He later moved to Los Angeles, California, and had a supporting role in the film Straight to Heaven (1939), starring Nina Mae McKinney. In 1941 he voiced Fats Crow in the animated Disney film Dumbo, and he also had bit parts in several B movies, including that of Lazarus in Revenge of the Zombies (1943), a porter in The Heavenly Body (1944), and native tribal leader Orbon in Jungle Queen (1945). From 1944 until 1948, he was part of the cast of the Amos 'n' Andy Show live radio program as lawyer Gabby Gibson.
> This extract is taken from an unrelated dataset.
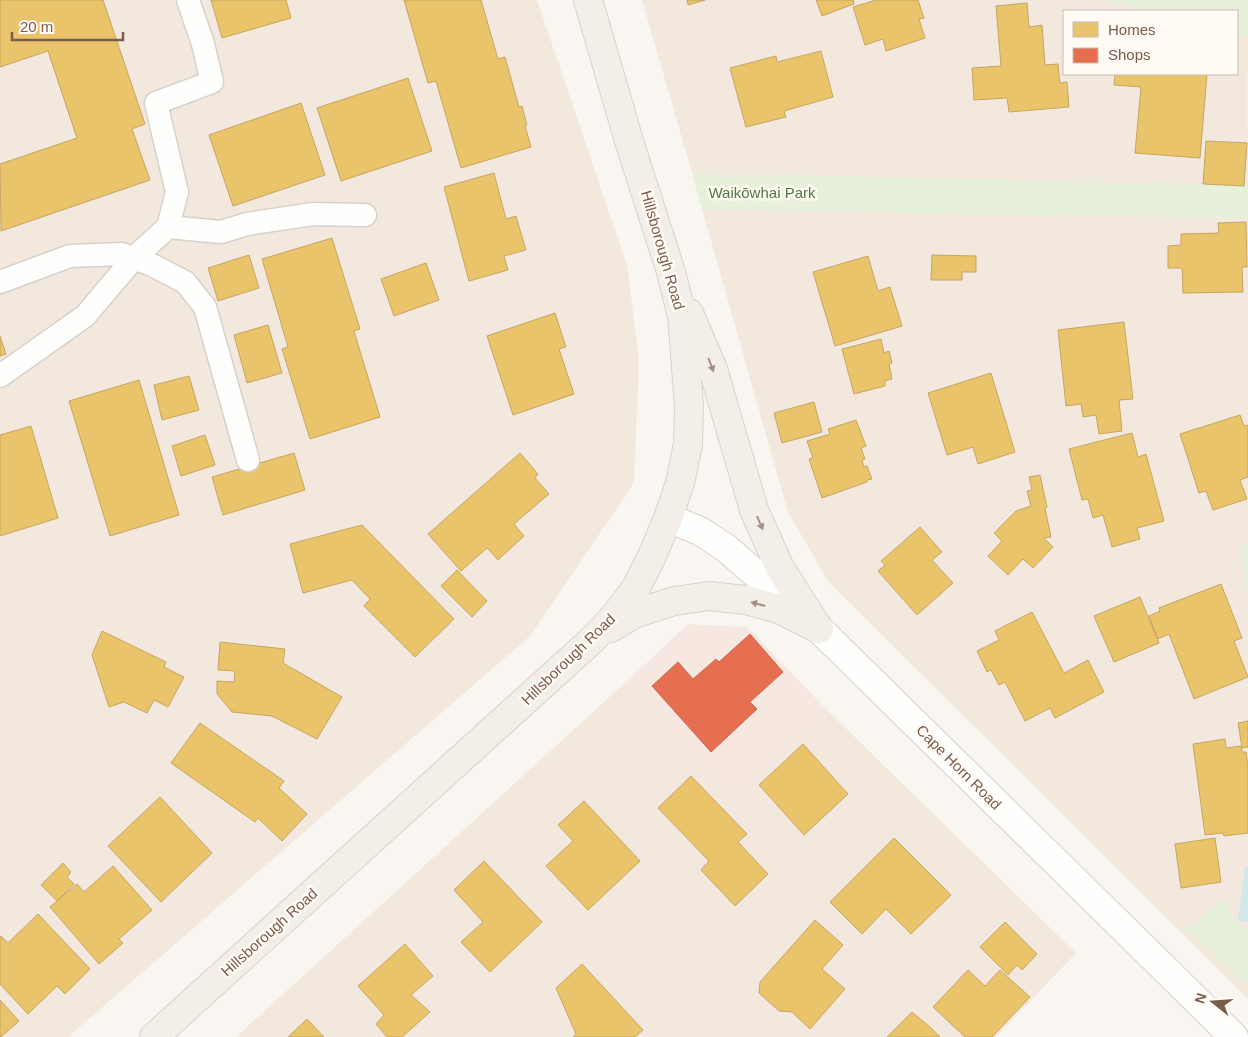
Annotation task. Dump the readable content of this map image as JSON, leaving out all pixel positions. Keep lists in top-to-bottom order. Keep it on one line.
{"streets":{"main road":["Hillsborough Road"],"street":["Cape Horn Road"]},"crossings":[["Hillsborough Road","Cape Horn Road"]],"parks":["Waikōwhai Park"],"legend":["Homes","Shops"],"scale_bar":"20 m","north":"left"}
In 1945, he auditioned for a bit part voicing one of the animals in the new Disney feature film Song of the South (1946), based on the Uncle Remus stories by Joel Chandler Harris. Walt Disney was impressed with Baskett's talent and hired him on the spot for the lead role of Uncle Remus. Baskett was also given the voice role of Brer Fox, one of the film's animated antagonists, and also filled in as the main animated protagonist, Brer Rabbit, in one sequence.  This was one of the first Hollywood portrayals of a black actor as a non-comic character in a leading role in a film meant for general audiences.
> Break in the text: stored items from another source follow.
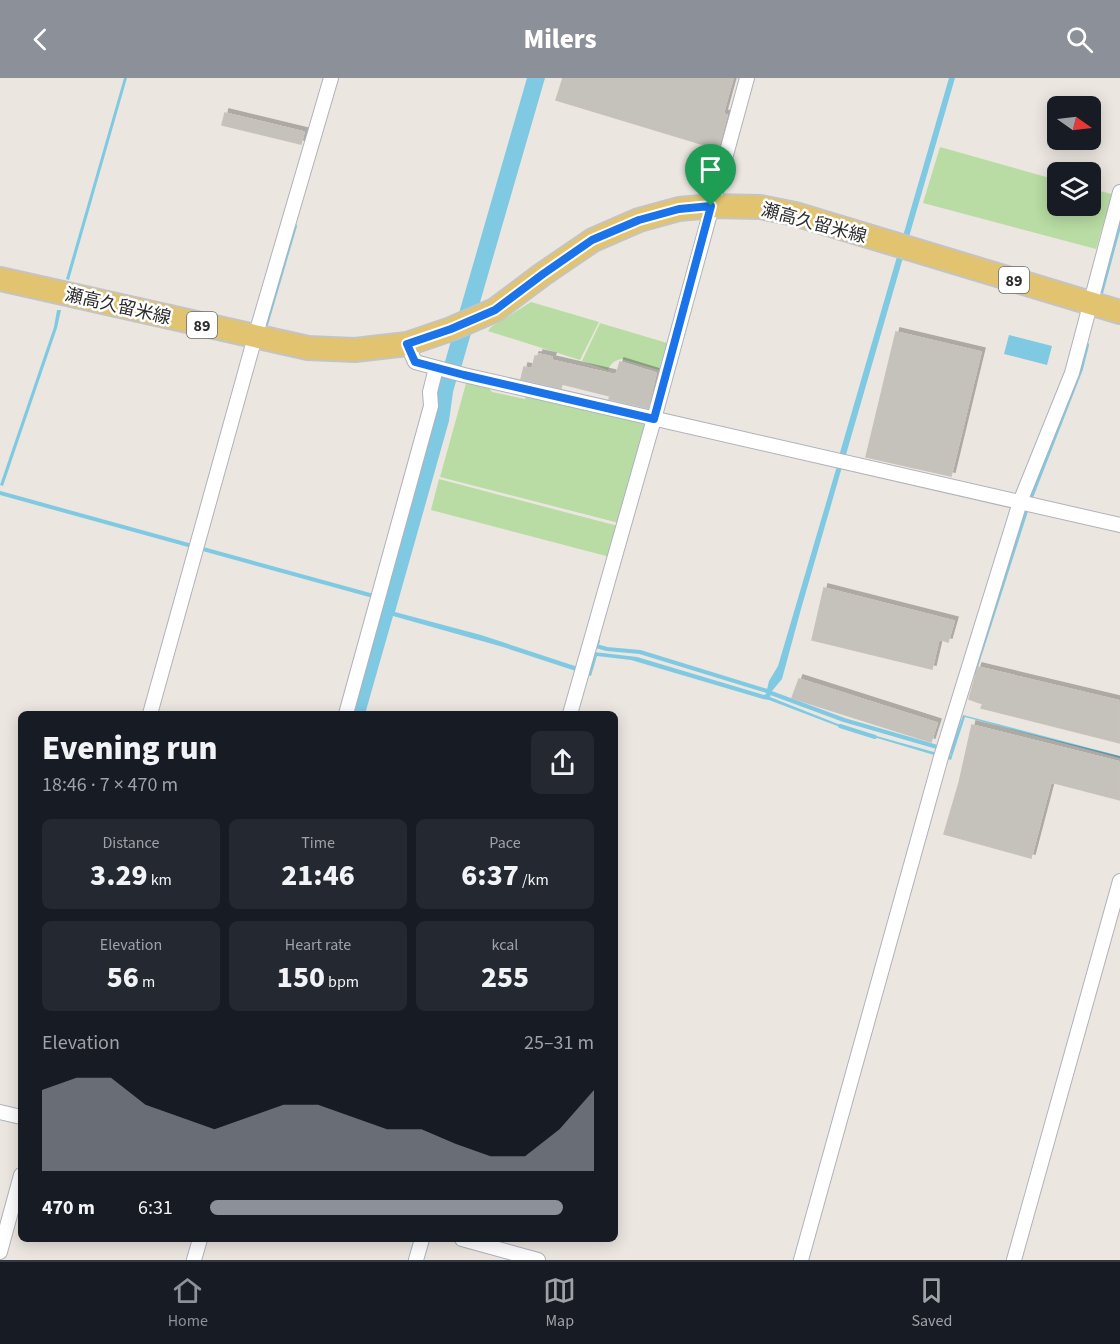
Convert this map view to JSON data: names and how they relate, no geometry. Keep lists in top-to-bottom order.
{
  "streets": {
    "main road": ["瀬高久留米線", "89"]
  },
  "north": "right",
  "page": {
    "header": "Milers",
    "heading": ["Evening run", "18:46 · 7 × 470 m"],
    "stats": [
      ["Distance", "3.29 km"],
      ["Time", "21:46"],
      ["Pace", "6:37 /km"],
      ["Elevation", "56 m"],
      ["Heart rate", "150 bpm"],
      ["kcal", "255"]
    ],
    "chart": ["Elevation", "25–31 m"],
    "list": [
      {
        "name": "470 m",
        "note": "6:31"
      }
    ],
    "tabs": ["Home", "Map", "Saved"]
  }
}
Baskett was prohibited from attending the film's premiere in Atlanta, Georgia, because Atlanta was racially segregated by law.

Although Baskett was occasionally criticized for accepting such a "demeaning" role (most of his acting credits were that of African-American stereotypes), his acting was almost universally praised, and columnist Hedda Hopper, along with Walt Disney, was one of the many journalists and personalities who declared that he should receive an Academy Award for his work.

Academy Honorary Award
On March 20, 1948, Baskett received an Academy Honorary Award for his performance as Uncle Remus.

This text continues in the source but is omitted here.